Als es noch E-Autos gab

Mein Großvater Otto erzählte mir oft von seinem ersten Auto. Es war ein Auto, das mit einem Elektromotor angetrieben wurde, denn es gab zu dieser Zeit keine anderen Autos. Zwar gab es schon immer Verbrennungsmotoren, die wurden aber nur zur Erheiterung des Volkes zum Beispiel bei sogenannten Formel-1- oder Schnellboot-Rennen verwendet werden, weil die Herstellung der Kraftstoffe zu teuer und nicht umweltfreundlich war.

Besonders spannend waren aber nicht die Geschichten, die Opa Otto mit seinem Auto erlebt hat, sondern seine Berichte darüber, wie die leisen Flitzer (so wurden alle Autos damals genannt) aus den Straßen verschwunden sind. Aus irgendeinem Grund entstanden überall in Deutschland Autohäuser, die Autos mit Verbrennungsmotoren anboten. Wissenschaftler, Medien, Autofahrer ja sogar Rennsport-Fans machten sich über diese Fahrzeuge lustig. Und kaum jemand kaufte sie. Die Hersteller der lauten Stinker (so hat man sie damals genannt) trotzten aufgrund hoher Subventionen aus der Staatskasse dem absehbaren wirtschaftlichen Untergang. Die Politik erklärte gar, dass die Arbeitsplätze in der Motorenindustrie von seiten des Staates gesichert sind. Und jeder, der sich unternehmerisch am neuen Fortschritt beteiligte, erhielt eine Menge Vergünstigungen. So entstanden Werkstätten, die keine Arbeit hatten und Tankstellen, die niemand ansteuerte. Tanklaster fuhren als mobile Werbesäulen für Kraftstoffe sinnentleert durchs Land und das Kartellamt überlegte sich, wie die Kraftstoffpreise vereinheitlicht werden könnten.

In den Autohäusern mündeten die Verkaufsgespräche für das staatlich bezahlte Verkaufspersonal frustrierend. Denn die potenziellen Kunden erwarteten von einem Auto, dass es leise ist. Sie verstanden auch nicht, weshalb sie immer wieder in eine Werkstatt fahren sollten, um Geld für eine Überprüfung des Motors auszugeben. Einen stinkenden Auspuff, einen Tank mit gefährlichem Brennstoff an Bord und einen Kanal, der mitten durch den Fußraum des Fahrzeugs verlief, wollten die Kunden nicht in ihren Fahrzeugen haben. Ausserdem fehlte ihnen der zweite Kofferraum.
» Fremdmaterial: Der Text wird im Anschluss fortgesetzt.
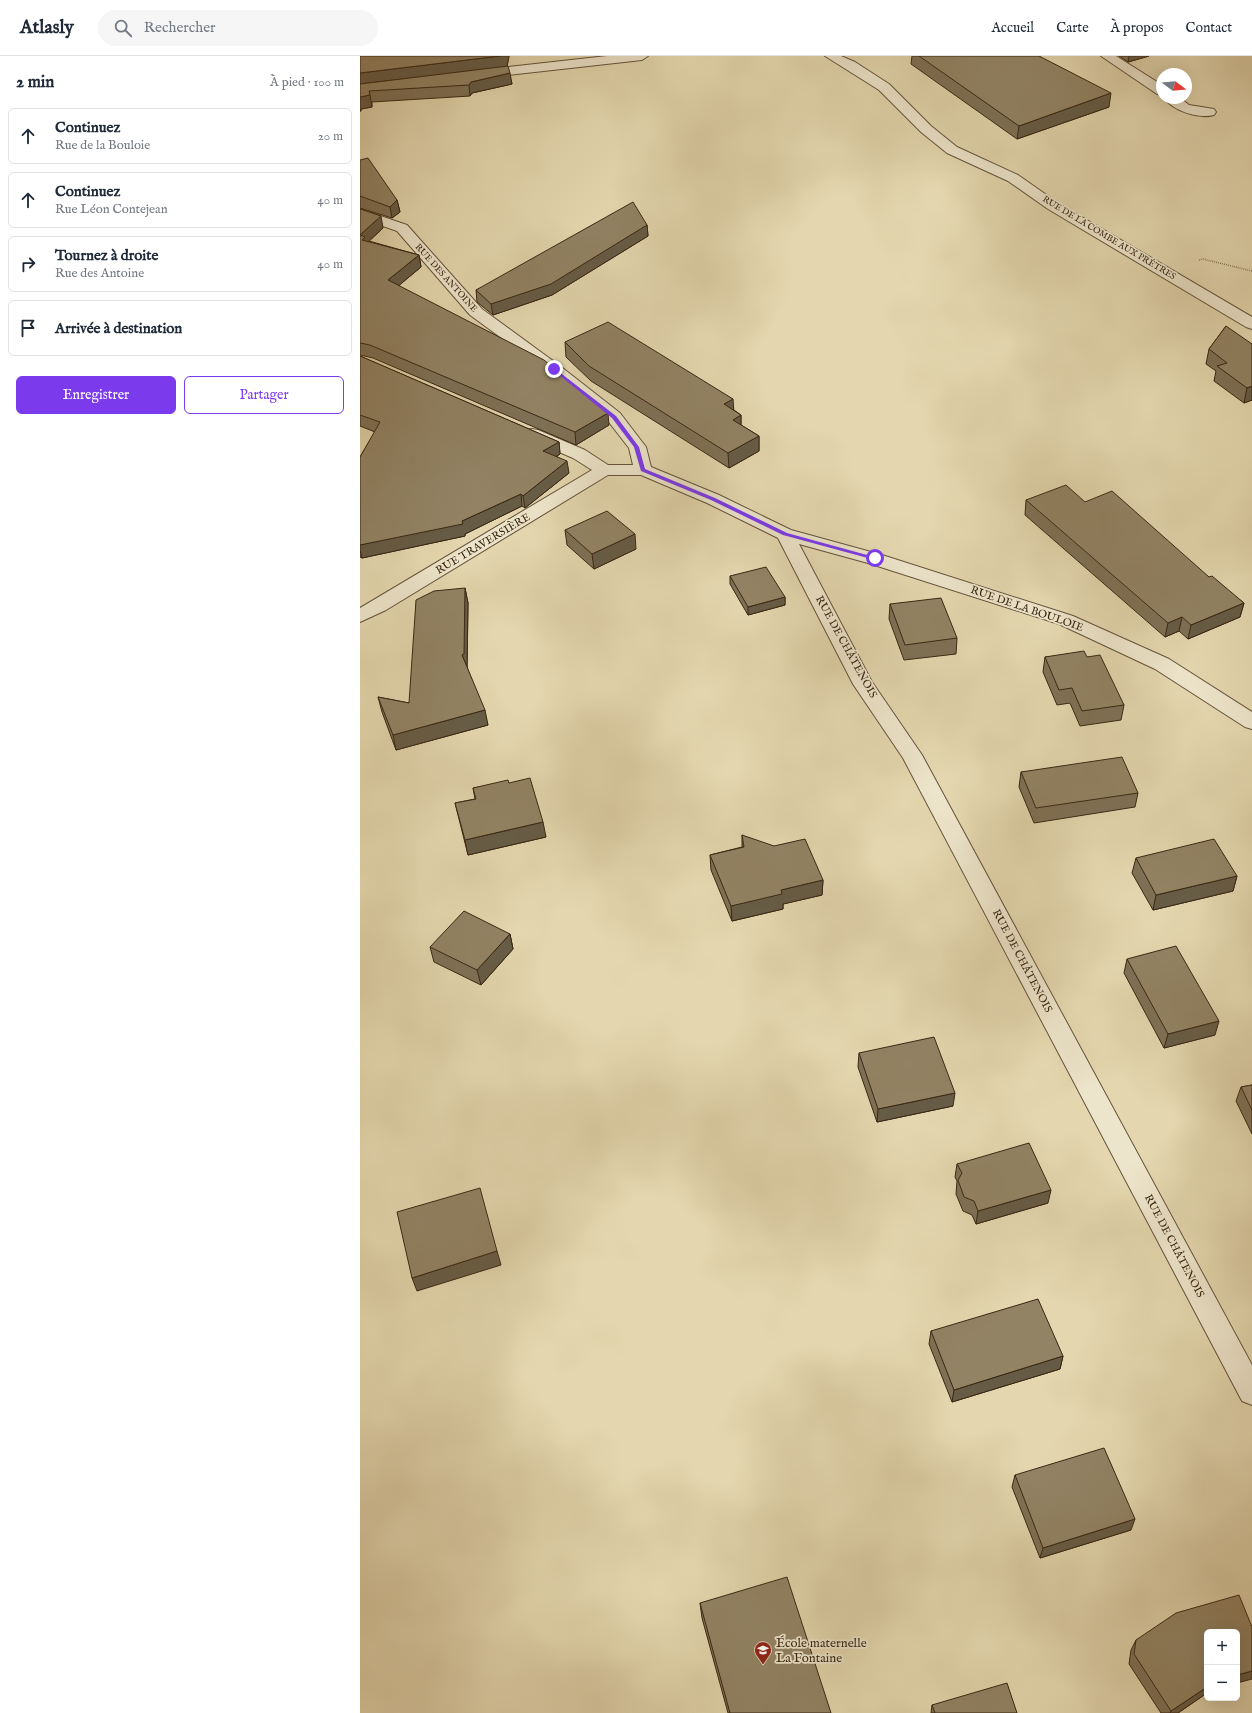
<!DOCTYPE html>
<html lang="fr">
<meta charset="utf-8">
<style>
:root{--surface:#fff;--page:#f6f6f7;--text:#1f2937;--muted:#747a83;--line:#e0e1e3;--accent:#7c3aed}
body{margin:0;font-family:"IM FELL English",serif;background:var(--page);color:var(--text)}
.controls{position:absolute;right:12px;bottom:12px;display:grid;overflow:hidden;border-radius:6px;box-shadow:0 4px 16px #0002}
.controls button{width:36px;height:36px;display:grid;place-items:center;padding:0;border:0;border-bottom:1px solid var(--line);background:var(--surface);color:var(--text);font:20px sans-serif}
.compass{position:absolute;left:796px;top:12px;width:36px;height:36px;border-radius:50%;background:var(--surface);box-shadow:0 4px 16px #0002;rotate:106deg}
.stop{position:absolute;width:12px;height:12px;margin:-9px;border:3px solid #7c3aed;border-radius:50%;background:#fff}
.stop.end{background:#7c3aed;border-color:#fff;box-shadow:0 1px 4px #0008}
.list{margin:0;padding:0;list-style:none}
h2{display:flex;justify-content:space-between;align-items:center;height:52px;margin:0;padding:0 16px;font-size:17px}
h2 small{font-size:13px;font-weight:400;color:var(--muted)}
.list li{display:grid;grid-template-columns:26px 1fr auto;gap:12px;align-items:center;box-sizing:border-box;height:56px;margin:0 8px 8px;padding:0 8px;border:1px solid var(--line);border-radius:6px}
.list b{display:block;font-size:15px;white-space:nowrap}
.list p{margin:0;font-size:13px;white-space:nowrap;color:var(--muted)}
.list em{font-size:13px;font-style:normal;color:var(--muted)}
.actions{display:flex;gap:8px;padding:12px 16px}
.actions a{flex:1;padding:9px 0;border:1px solid var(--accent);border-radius:6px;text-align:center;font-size:14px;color:var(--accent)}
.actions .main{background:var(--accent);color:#fff}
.icon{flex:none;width:22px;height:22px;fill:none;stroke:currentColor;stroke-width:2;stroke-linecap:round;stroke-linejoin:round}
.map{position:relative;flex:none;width:892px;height:1657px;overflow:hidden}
header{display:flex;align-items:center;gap:24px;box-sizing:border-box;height:56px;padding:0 20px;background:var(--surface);border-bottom:1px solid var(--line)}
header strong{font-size:19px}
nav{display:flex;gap:22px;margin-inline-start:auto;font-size:14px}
.search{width:280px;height:36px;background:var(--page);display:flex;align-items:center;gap:10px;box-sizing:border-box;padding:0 14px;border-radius:22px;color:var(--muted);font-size:15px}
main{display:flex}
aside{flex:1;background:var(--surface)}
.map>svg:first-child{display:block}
</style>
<header>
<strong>Atlasly</strong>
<div class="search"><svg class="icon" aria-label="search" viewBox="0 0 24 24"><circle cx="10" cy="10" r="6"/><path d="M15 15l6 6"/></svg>Rechercher</div>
<nav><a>Accueil</a><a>Carte</a><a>À propos</a><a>Contact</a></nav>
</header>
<main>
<aside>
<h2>2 min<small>À pied · 100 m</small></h2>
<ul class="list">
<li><svg class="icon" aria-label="ahead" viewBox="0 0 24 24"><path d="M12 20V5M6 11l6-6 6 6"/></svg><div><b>Continuez</b><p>Rue de la Bouloie</p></div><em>20 m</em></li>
<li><svg class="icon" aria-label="ahead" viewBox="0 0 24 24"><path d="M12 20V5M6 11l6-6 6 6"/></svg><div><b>Continuez</b><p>Rue Léon Contejean</p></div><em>40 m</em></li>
<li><svg class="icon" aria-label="right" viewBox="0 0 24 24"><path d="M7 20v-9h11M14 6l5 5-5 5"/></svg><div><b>Tournez à droite</b><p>Rue des Antoine</p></div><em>40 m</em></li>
<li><svg class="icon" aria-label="arrive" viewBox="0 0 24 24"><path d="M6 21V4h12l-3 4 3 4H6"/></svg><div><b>Arrivée à destination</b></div></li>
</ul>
<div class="actions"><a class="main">Enregistrer</a><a>Partager</a></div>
</aside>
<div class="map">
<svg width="892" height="1657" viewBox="0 0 892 1657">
<rect width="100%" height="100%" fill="#e4d7af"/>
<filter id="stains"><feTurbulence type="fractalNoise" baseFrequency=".005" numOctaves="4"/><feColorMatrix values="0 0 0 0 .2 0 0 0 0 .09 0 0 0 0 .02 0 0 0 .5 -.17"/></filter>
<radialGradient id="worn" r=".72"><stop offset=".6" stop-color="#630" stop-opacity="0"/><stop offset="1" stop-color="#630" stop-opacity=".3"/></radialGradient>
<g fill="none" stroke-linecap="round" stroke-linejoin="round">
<!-- minor casing -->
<g stroke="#64533a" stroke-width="2">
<g id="minor">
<polygon points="247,0 288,0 282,4 121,22 114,18 121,14"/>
<polygon points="465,0 481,0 495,6 529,28 571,70 597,91 658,119 698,147 892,261 892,273 886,271 688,153 648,125 587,97 561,76 519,34"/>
<polygon points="741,0 756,0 802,29 802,39 797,38"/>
<path d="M804 42H820L829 49 854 53 856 56 854 59C839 63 813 55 804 42Z"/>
<polygon points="0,153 47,169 122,253 200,310 260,357 286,391 291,411 359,439 431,474 522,499 713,560 809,603 892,656 892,673 885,671 795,613 699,568 508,507 439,488 512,626 562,699 892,1309 892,1349 882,1345 543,702 493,628 418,482 347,447 281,419 248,419 26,554 0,566 0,552 232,414 213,402 166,382 163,378 166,374 172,373 178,374 225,394 248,409 273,409 269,392 248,365 188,316 110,259 37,175 0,162"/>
</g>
</g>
<!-- path -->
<polyline stroke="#392713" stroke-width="1.5" stroke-dasharray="0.5 1.5" stroke-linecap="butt" points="839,204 843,203 892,215"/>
<!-- minor -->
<use href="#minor" fill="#ede5cb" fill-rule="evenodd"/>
</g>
<!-- wall -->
<g fill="#7e7156" stroke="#392713">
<polygon points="0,0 149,0 147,10 152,28 112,37 110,40 12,46 12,51 1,53 1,55 0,55"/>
<polygon points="552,0 679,0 749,51 657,83 551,8"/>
<polygon points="759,0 789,0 768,6"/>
<polygon points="0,104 37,144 40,156 32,162 0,152"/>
<polygon points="0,153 23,172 9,185 59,199 61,211 38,230 249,369 216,389 13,302 0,299"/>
<polygon points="287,169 288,180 192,239 133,259 117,246 116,234"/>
<polygon points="866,270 892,344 884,347 854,325 856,315 846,308 849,293"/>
<polygon points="205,286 374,354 381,359 381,369 399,380 399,395 369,412 231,325 206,301"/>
<polygon points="0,300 199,386 200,398 197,400 209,417 165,452 162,450 105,478 105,480 2,502 0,501 0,401 15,376 0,370"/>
<polygon points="666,444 725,446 849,521 884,547 880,561 828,583 819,575 805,581 665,459"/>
<polygon points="205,474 276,493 234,513 207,489"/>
<polygon points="370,520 425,541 425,549 388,559 370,528"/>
<polygon points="105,532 108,547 107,611 128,669 36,694 22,656 18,641 49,647"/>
<polygon points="530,548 597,582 596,598 544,604 529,563"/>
<polygon points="685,601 727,601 764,649 761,664 720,670 710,647 697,649 683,616"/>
<polygon points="661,716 778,737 775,751 674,767 659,731"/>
<polygon points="149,727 186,781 108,799 95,747 115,743 113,732"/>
<polygon points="382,779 463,824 462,839 423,848 423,853 372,865 351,814 350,799 382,791"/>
<polygon points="776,802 877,820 873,835 793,854 772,817"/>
<polygon points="150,878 153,893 121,929 74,906 70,891"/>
<polygon points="767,903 855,979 804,992 764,917"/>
<polygon points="499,997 593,1050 517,1066 498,1011"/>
<polygon points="892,1029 892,1078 876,1045 881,1031"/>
<polygon points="597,1108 688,1147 616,1168 612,1159 603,1155 596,1138 597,1125 595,1121"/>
<polygon points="571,1275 703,1300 700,1313 592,1346 569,1288"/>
<polygon points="655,1419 771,1474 680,1502 652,1431"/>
<polygon points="340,1547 471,1657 368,1657 342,1562"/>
<polygon points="847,1576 847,1637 818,1657 801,1657 769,1608 771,1594 776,1584"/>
<polygon points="572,1649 657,1657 571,1657"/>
</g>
<!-- shaded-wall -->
<g fill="#665c46" stroke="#392713">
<polygon points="140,0 149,0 147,11 0,28 0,17"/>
<polygon points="769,0 789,0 768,6"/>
<polygon points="150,17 152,28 112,37 110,40 109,29 111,26"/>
<polygon points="751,37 749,51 657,83 659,70"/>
<polygon points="10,39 12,51 1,53 1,55 0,55 0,41"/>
<polygon points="37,144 40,156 32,162 30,151"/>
<polygon points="21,160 23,172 7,187 8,193 0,179"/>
<polygon points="287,169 288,180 192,239 133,259 131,248"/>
<polygon points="59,199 61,211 30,237 28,224"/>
<polygon points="892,330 892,344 884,347 887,332"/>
<polygon points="373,343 374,358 364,348"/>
<polygon points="248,357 249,369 216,389 215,376"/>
<polygon points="381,359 381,374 373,364"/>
<polygon points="399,380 399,395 369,412 368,397"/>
<polygon points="199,386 200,398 185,407 183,395"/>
<polygon points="207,405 209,417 165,452 163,440"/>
<polygon points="161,438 162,450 105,478 105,480 2,502 0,494 0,489 102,465"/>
<polygon points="275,478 276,493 234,513 232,498"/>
<polygon points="105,532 108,547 107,613 102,599"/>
<polygon points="425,541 425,549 388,559 388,551"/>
<polygon points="884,547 880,561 828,583 831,569"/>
<polygon points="822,561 819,575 805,581 808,567"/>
<polygon points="125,654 128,669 36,694 33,679"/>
<polygon points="183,766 186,781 108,799 105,784"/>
<polygon points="877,820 873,835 793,854 796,839"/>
<polygon points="463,824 462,839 423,848 423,853 372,865 371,850 421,834"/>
<polygon points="150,878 153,893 121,929 117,914"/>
<polygon points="859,965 855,979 804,992 808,978"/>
<polygon points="595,1037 593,1050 517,1066 518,1053"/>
<polygon points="691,1134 688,1147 616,1168 618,1155"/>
<polygon points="137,1195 141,1209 57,1235 52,1222"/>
<polygon points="703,1300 700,1313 592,1346 594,1334"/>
<polygon points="775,1463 771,1474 680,1502 683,1492"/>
<polygon points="892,1615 892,1623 877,1627 877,1619"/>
<polygon points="847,1631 847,1637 818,1657 810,1657 811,1655"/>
</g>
<!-- building -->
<g fill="#928364" stroke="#392713">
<polygon points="0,0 140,0 0,17"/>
<polygon points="559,0 679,0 751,37 659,70"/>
<polygon points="148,10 150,17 111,26 109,29 9,35 10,39 0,41 0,28"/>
<polygon points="8,102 37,144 30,151 0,140 0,104"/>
<polygon points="273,146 287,169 191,228 131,248 116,234"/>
<polygon points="0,153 21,160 0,179 5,181 2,184 59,199 28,224 184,304 248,357 215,376 10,289 0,287"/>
<polygon points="248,266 373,343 364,348 381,359 373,364 399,380 368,397 229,310 205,286"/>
<polygon points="866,270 892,288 892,330 887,332 857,310 867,307 849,293"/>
<polygon points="0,300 199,386 183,395 207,405 163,440 161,438 102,465 103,468 0,489 0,401 20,366 0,359"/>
<polygon points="706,429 725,446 752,435 849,521 852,520 884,547 831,569 822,561 808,567 666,444"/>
<polygon points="247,455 275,478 232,498 205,474"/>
<polygon points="406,511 425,541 388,551 370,520"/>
<polygon points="105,532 104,598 102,599 125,654 33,679 18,641 49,647 56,544 74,535"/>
<polygon points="581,542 597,582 545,589 530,548"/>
<polygon points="724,595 727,601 740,599 764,649 722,655 712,632 699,634 685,601"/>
<polygon points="762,701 778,737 676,752 661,716"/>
<polygon points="170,722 183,766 105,784 95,747 116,743 113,732 148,724 149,727"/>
<polygon points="382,779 414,790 445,783 463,824 421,834 422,838 371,850 350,799 384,791"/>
<polygon points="854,783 877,820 796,839 776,802"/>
<polygon points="104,855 150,878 117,914 70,891"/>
<polygon points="816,890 859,965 808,978 767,903"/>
<polygon points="574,981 595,1037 518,1053 499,997"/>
<polygon points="892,1029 892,1054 881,1031"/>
<polygon points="669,1087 691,1134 618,1155 614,1145 604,1141 598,1124 602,1117 597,1108"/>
<polygon points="120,1132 137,1195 52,1222 37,1156"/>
<polygon points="678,1243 703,1300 594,1334 571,1275"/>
<polygon points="744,1392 775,1463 683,1492 655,1419"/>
<polygon points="427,1521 471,1657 370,1657 340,1547"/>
<polygon points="879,1539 892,1571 892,1615 877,1619 877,1576 847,1576 847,1631 811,1655 774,1598 776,1584 816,1557"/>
<polygon points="647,1627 657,1657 575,1657 572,1649"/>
</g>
<!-- route -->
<polygon fill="#7c3aed" points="194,312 256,360 279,391 285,413 355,442 427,477 518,502 515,504 423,479 351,444 281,415 274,391 252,362 193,314"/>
<!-- icons -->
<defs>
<g id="school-pin" transform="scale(0.9)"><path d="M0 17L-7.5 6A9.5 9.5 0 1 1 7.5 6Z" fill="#8f2418" stroke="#ede5cb"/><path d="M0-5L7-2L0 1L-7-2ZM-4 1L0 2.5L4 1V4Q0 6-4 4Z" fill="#fff"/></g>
</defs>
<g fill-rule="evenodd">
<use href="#school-pin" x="403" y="1594"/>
</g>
<g text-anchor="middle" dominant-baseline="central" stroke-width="3.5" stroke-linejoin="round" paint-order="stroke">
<!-- far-street labels -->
<g font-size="9" fill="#392713" stroke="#ede5cb">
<text transform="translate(749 182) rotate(31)">RUE DE LA COMBE AUX PRÊTRES</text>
<text transform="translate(86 222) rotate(48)">RUE DES ANTOINE</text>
</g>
<!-- street labels -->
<g font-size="11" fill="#392713" stroke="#ede5cb">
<text transform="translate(123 488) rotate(-31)">RUE TRAVERSIÈRE</text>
<text transform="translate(667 553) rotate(19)">RUE DE LA BOULOIE</text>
<text transform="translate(486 591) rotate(61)">RUE DE CHÂTENOIS</text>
<text transform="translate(662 905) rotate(62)">RUE DE CHÂTENOIS</text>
<text transform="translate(814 1190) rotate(62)">RUE DE CHÂTENOIS</text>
</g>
<!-- near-poi labels -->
<g font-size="13" fill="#392713" stroke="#ede5cb" text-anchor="start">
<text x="416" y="1587">École maternelle<tspan x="416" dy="15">La Fontaine</tspan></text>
</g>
</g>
<rect width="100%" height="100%" filter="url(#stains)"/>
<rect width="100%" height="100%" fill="url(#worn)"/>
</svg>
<div class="controls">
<button>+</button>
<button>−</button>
</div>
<svg class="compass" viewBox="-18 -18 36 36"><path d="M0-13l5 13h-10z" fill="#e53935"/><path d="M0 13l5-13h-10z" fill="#747a83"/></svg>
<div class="stop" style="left:515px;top:502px"></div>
<div class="stop end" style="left:194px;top:313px"></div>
</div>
</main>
Und sie waren viel zu sparsam, um zu akzeptieren, dass sie mit einem lauten Stinker an eine Tankstelle fahren und für den Kraftstoff bezahlen sollten. Denn mit den leisen Flitzern konnte man überall im Land an jedem der vielen tausend Windräder und Solarpanele innerhalb von wenigen Minuten seinen Akku kostenlos aufladen. Das war deshalb möglich, weil jeder Betrieb, der zur Stromerzeugung und E-Mobilität gehörte, einen Teil seiner Steuern als Strom-Abgabe leistete, die für die kostenlose Stromversorgung der Bevölkerung verwendet wurde.

Traurig wurden Großvaters Geschichten immer dann, wenn er erzählte, wie die Menschen Ihre leisen Flitzer, mehr oder weniger unfreiwillig hergeben mußten. Der Staat setzte die Strom-Abgaben ein, um die verlustreichen Geschäfte des Verbrennungsmotorgeschäfts auszugleichen. Strom mußte nun bezahlt werden. Und der Preis stieg stetig. Die Autohäuser verkauften ihre Autos mit Verbrennungsmotoren zu subventionierten Preisen. Und wer rechtzeitig seinen leisen Flitzer verschrottete, erhielt eine Abwrackprämie.

Das Gesicht meines vor einigen Jahren verstorbenen Großvaters würde ich heute gerne sehen, wenn er die Nachrichten über die Politiker und Vorstände der Autokonzerne hören würde, die das Aufflammen der E-Mobilität mit aller Gewalt vermeiden möchten. Ich frage mich nur: was soll aus den hunderttausenden Menschen werden, die mit ihrer Arbeitskraft täglich für eine bezahlbare und saubere Umwelt sorgen?